Frank [he/him, he/him] · 1 year ago

Usually when people do this it's with, like, Mengele or Unit 731s "research", except their research was almost entirely insane sadism with at most a veneer of science. Whereas this is really cut and dry - LLMs can be trained to recognize patterns, you've got ready access to a training dataset (Or the FBI does, or whatever), you can train your LLM to flag and remove CSAM.

LeylaLove [she/her, love/loves] · 1 year ago

Yeah. I'm not justifying people defending Mengele or Unit 731, but there's at least enough there that you can at least understand why people came to this conclusion. Plus, westerners pardoned Unit 731 and similar German scientists for the exact reason of "let's get the data". While they found out the data wasn't useful, the west also had to stick by their decisions to not seem absolutely insane. There has been a propaganda push, along with the west's poorly developed utilitarian view, that makes defending Unit 731 understandable. Defending Unit 731 really isn't that much of a jump from defending capitalists putting workers in many of the same horrific deaths through workplace austerity. If it's okay to cook people to death because you wanted to make a few bucks, what's the issue with freezing someone to death? Not okay mind you, but I can clearly see the route the brainworms took.

This though? Like what do people expect? There is no good reason to not want AI on CP enforcement. Just because "there's a database of CP"? What do people want LE to do with evidence of abuse? I WISH the videos of my abuse were in some Fed's database. Instead my abuser walked off and now I just get the occasional creepy message talking about how hot my abuse was. Tracking pedophiles is pretty much the only consistently good thing the feds do. Why are people criticizing THIS of all things? There are no grounds to make this a real moral debate

WhatDoYouMeanPodcast [comrade/them] · 1 year ago

Only moral quandary that comes to mind is that if you give an AI a bunch of CSAM then it leaks then 1) someone has it 2) AI gets better at generating it. Who's training AI? Who verifies it? Security protocols?

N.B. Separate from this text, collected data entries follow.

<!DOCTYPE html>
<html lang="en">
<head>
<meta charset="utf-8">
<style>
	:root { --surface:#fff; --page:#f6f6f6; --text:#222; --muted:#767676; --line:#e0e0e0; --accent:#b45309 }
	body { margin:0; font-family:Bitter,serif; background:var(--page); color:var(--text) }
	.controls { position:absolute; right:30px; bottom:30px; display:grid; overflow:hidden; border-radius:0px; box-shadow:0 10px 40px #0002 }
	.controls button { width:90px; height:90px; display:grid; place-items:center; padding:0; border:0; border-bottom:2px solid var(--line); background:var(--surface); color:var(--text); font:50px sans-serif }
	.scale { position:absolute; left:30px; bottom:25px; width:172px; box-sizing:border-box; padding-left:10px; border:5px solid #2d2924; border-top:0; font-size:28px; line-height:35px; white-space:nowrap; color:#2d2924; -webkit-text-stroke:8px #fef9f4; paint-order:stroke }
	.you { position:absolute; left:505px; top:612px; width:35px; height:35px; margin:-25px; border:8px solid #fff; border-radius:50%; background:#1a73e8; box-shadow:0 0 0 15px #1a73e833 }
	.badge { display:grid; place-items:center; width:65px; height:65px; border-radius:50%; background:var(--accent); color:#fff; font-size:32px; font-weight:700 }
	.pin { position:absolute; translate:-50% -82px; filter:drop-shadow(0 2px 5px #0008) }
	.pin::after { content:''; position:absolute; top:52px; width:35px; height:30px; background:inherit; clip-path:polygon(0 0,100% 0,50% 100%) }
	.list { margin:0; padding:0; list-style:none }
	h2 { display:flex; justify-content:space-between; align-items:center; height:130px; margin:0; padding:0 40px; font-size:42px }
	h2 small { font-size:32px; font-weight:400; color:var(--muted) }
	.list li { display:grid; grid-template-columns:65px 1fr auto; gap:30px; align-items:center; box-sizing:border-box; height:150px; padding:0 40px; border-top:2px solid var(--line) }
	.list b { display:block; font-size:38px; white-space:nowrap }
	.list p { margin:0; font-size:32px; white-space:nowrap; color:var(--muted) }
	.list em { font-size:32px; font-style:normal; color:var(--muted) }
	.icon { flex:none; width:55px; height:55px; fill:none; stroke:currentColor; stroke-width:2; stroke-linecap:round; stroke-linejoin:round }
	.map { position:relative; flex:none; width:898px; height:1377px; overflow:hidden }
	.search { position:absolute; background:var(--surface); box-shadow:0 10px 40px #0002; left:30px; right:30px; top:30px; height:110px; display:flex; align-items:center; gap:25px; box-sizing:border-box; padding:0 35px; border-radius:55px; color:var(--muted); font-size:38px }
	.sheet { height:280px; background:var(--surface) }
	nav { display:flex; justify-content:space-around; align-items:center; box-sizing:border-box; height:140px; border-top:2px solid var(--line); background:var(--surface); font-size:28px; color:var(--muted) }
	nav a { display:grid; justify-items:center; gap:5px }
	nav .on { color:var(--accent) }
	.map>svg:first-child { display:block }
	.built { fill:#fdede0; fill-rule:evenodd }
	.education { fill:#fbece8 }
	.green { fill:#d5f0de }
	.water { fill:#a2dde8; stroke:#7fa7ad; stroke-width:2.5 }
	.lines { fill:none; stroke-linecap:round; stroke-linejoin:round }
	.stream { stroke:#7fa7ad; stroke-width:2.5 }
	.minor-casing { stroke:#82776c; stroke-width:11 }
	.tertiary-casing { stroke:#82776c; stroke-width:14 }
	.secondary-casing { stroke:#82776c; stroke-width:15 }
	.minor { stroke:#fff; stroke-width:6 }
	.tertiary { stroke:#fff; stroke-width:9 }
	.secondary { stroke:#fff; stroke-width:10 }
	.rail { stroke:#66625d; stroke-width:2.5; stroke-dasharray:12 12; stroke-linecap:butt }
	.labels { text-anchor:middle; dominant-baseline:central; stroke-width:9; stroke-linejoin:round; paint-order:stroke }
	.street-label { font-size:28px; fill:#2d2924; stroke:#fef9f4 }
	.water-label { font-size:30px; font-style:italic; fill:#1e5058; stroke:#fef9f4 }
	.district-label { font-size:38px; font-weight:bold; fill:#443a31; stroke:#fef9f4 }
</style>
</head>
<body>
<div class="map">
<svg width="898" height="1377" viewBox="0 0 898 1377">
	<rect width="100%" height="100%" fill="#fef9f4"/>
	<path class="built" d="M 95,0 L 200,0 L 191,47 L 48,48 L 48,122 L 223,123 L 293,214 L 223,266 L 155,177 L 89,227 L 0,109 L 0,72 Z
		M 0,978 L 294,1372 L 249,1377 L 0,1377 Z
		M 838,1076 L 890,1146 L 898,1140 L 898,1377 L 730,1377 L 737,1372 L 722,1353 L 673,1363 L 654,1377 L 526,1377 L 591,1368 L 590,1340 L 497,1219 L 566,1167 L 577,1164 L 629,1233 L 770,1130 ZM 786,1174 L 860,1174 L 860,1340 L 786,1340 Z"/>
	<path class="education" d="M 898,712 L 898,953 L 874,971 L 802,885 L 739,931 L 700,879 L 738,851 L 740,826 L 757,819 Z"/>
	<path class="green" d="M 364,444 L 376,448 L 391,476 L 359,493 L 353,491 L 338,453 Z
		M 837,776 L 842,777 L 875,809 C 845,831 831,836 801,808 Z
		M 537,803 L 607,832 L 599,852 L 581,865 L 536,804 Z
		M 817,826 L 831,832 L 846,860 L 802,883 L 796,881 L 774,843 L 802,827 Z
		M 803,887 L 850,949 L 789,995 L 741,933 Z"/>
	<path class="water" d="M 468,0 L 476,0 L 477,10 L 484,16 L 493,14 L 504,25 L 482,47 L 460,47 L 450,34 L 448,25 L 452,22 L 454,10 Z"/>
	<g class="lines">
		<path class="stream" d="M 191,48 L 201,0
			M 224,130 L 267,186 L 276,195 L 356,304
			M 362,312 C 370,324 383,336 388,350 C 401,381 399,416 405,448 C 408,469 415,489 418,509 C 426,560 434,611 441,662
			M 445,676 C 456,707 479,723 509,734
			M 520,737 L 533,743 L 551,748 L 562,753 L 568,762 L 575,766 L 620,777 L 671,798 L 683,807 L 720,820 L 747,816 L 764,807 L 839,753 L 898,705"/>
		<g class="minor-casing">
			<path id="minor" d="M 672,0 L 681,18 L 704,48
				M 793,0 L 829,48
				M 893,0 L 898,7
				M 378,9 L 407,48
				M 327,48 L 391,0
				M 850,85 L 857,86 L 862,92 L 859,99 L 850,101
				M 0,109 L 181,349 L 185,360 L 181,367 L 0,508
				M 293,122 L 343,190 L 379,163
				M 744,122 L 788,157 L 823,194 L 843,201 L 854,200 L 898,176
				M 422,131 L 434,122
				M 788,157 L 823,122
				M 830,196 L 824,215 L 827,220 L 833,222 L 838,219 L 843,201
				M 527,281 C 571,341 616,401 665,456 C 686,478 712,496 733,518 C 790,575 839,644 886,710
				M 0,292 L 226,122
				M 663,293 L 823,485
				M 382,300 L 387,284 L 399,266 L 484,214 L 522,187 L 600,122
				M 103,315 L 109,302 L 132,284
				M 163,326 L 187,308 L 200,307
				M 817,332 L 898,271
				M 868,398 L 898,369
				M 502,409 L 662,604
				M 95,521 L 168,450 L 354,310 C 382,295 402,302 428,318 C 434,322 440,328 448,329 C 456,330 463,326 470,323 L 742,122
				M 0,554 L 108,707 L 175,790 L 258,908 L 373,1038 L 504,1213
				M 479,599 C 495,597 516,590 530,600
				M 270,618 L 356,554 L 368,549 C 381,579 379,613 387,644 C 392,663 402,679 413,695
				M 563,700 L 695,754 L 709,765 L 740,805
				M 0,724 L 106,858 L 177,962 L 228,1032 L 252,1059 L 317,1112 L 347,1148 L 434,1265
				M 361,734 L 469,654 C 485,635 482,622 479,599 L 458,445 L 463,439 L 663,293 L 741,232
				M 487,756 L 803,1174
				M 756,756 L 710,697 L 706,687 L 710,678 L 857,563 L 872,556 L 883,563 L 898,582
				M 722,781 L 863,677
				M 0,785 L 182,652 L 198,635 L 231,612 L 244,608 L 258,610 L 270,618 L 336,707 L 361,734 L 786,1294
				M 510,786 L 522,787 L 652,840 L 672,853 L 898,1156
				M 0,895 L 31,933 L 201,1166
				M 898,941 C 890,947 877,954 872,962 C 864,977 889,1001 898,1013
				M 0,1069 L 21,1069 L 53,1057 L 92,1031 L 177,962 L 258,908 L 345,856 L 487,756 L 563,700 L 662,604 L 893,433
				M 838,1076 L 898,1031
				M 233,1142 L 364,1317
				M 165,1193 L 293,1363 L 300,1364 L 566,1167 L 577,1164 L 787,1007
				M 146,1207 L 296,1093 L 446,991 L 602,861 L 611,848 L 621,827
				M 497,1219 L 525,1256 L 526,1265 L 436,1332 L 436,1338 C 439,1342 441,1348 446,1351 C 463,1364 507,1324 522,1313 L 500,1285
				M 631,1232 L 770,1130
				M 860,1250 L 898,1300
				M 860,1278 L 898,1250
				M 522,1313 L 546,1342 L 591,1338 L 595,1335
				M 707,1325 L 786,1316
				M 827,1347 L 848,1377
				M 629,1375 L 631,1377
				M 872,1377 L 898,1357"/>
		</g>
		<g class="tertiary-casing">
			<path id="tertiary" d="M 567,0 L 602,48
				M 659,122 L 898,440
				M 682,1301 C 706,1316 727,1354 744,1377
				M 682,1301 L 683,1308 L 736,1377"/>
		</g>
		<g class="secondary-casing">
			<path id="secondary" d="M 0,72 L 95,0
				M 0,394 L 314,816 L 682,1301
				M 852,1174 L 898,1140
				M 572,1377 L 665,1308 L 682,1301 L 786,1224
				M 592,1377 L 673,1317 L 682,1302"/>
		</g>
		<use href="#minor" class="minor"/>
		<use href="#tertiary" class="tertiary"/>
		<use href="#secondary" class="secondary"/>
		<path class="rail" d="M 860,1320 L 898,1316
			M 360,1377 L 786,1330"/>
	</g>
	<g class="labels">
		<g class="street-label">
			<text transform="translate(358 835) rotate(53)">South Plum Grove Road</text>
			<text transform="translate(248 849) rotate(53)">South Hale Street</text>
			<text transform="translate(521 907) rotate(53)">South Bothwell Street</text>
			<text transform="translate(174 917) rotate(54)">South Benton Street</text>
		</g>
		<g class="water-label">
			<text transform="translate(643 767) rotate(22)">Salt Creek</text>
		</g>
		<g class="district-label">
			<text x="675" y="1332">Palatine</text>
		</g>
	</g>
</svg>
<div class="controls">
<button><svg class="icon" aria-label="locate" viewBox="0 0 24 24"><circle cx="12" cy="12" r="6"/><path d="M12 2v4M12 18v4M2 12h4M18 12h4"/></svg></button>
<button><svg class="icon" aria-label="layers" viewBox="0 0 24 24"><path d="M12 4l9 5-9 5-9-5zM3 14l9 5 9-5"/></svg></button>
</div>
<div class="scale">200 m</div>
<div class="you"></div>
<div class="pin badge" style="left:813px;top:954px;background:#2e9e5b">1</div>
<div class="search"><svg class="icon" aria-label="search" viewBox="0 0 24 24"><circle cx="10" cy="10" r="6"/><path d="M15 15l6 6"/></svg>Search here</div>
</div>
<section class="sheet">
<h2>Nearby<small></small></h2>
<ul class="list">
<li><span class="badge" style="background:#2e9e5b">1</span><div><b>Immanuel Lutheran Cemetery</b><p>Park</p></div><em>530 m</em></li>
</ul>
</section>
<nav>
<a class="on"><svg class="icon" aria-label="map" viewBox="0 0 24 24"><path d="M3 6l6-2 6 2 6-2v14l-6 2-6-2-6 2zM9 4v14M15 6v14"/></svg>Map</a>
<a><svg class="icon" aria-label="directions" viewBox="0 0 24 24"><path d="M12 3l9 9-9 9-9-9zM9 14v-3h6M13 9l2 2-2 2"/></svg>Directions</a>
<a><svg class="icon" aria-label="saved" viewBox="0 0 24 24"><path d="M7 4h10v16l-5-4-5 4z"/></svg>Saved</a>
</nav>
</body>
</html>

drhead [he/him] · 1 year ago

This would be a classifier model, incapable of making images. Most classifier models only output a dictionary of single floating point values for each class it is trained on representing the chance the image belongs to that class. It'd probably be trained by an organization like NCMEC, possibly working with a very well trusted AI firm. For verifying it, usually you reserve a modest representative sample of the database and don't train on it, then use that to determine how accurate the model is and to decide on what score threshold is appropriate for flagging.